• [MATERIAL PROVIDED]:
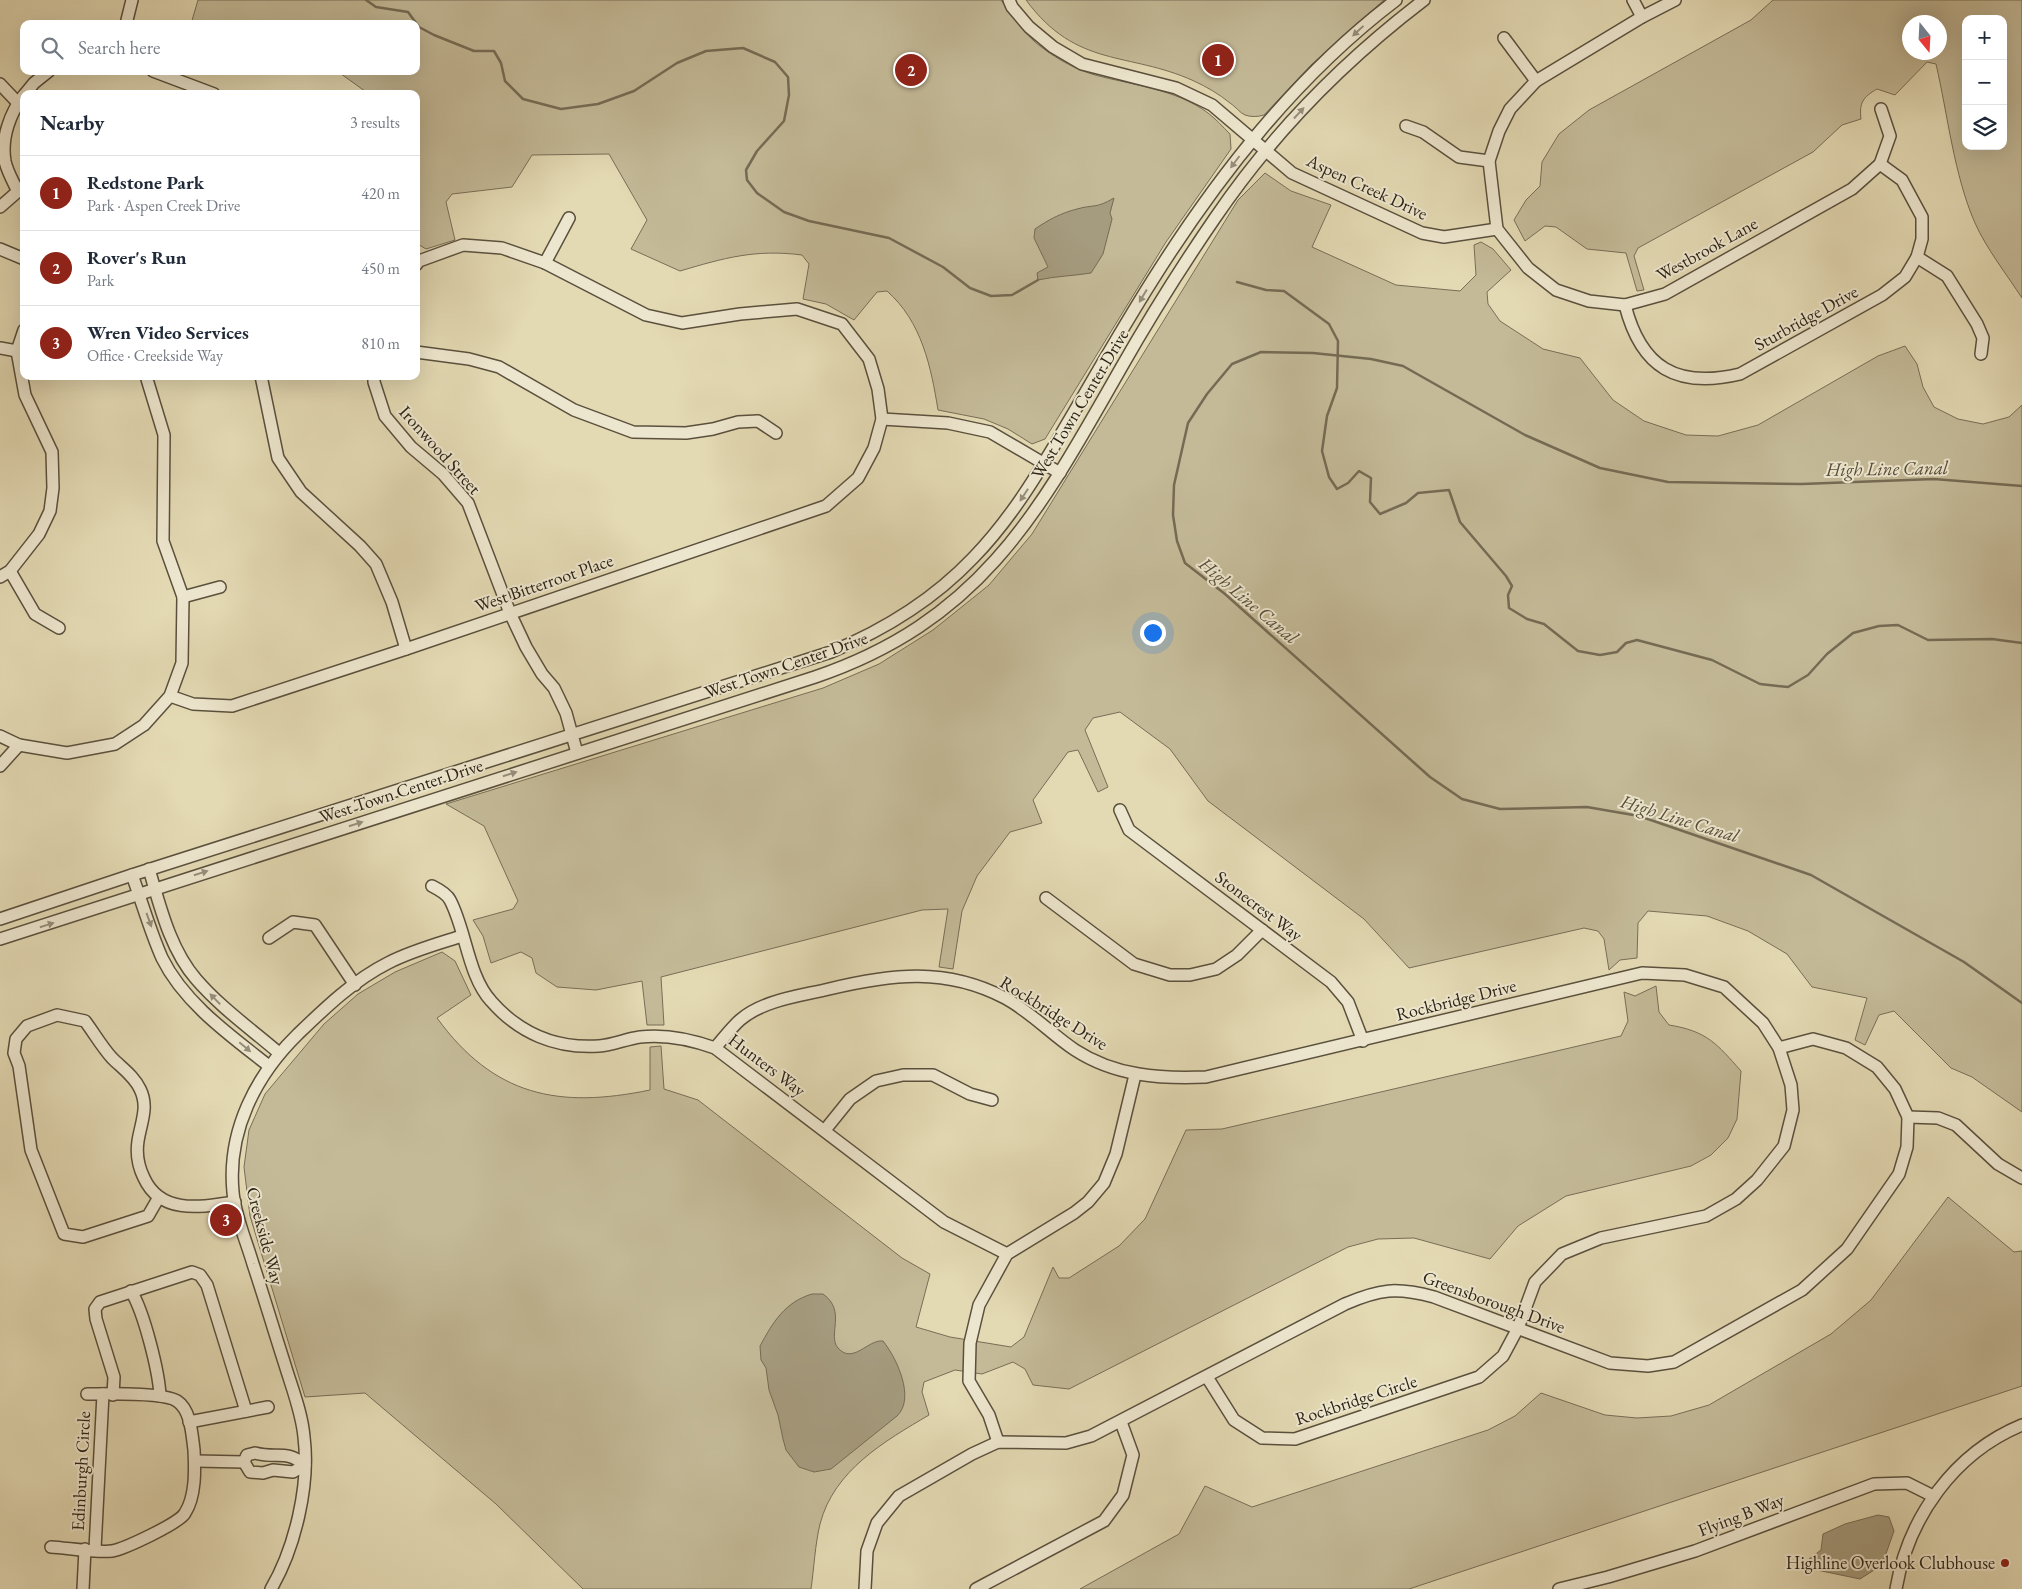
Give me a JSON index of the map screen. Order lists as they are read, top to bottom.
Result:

...

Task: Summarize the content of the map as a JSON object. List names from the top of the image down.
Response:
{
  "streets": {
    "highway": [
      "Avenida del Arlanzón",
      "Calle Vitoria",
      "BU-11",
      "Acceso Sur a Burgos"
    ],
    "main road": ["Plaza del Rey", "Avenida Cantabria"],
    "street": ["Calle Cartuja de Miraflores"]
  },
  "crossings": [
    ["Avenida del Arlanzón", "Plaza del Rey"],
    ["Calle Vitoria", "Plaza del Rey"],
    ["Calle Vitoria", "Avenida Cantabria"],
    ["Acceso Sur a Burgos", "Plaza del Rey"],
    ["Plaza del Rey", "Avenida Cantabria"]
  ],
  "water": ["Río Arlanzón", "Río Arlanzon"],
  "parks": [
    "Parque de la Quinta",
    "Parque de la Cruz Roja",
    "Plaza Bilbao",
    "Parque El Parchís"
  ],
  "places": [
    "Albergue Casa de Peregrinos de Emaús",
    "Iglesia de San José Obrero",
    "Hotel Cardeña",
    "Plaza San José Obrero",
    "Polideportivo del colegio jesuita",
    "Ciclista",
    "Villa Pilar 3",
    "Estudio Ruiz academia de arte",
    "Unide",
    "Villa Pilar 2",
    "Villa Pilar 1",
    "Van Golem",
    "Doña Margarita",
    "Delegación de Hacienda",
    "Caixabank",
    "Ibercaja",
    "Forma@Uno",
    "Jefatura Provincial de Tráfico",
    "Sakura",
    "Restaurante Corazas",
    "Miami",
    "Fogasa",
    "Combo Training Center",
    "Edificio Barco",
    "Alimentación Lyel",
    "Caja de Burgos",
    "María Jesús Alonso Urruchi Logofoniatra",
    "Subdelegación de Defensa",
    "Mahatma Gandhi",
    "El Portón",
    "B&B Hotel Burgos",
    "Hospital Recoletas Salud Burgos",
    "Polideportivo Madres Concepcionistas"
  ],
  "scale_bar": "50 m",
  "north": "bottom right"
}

--

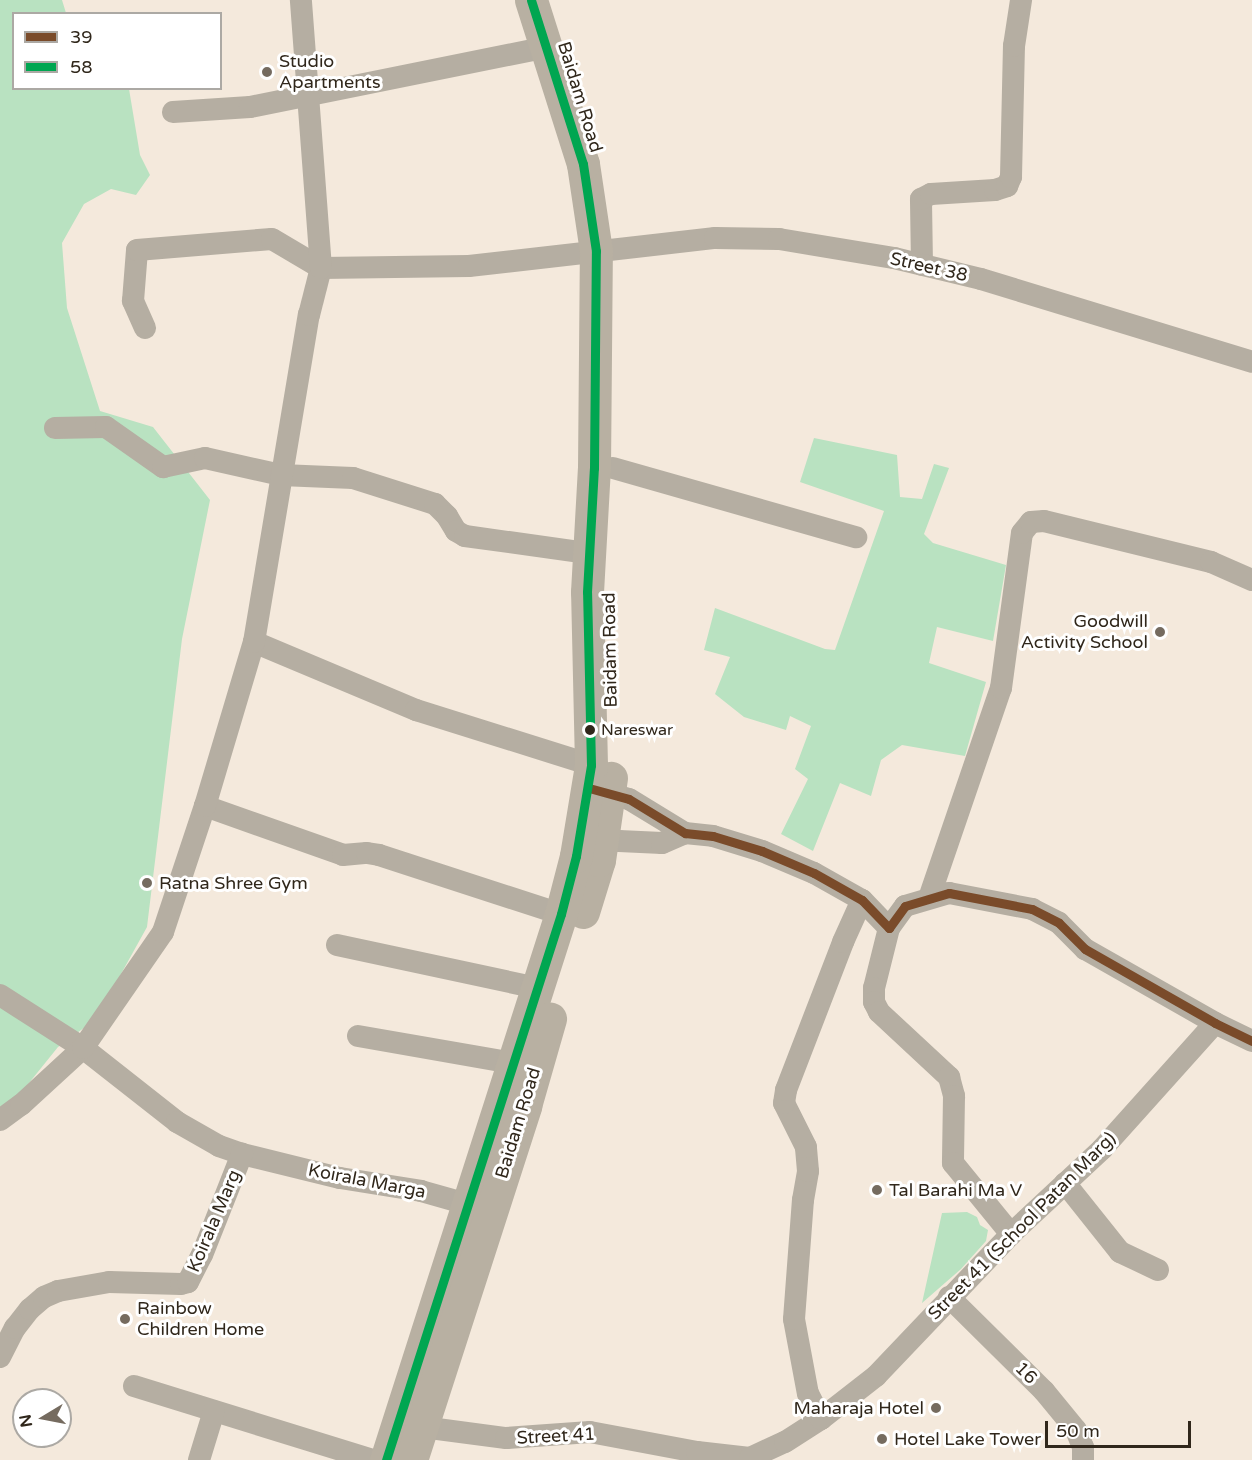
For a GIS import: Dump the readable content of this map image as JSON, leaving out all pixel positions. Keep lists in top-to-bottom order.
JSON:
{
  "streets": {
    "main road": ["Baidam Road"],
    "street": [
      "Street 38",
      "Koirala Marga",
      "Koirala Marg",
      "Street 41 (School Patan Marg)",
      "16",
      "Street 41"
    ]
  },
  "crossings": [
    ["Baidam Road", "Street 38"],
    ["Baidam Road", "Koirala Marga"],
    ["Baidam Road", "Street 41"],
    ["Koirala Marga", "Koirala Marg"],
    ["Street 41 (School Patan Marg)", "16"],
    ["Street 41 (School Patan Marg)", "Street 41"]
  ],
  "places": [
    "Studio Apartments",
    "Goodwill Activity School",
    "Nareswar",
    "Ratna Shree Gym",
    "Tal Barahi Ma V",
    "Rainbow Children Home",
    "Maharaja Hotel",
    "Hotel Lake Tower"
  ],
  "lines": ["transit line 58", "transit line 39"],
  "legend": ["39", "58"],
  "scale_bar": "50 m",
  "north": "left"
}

• [ABOUT THIS EXERCISE]: If a line in the data above holds the string "content", report that line.

• [PROBLEM SOLUTION]:
Task: Summarize the content of the map as a JSON object. List names from the top of the image down.
For a GIS import: Dump the readable content of this map image as JSON, leaving out all pixel positions. Keep lists in top-to-bottom order.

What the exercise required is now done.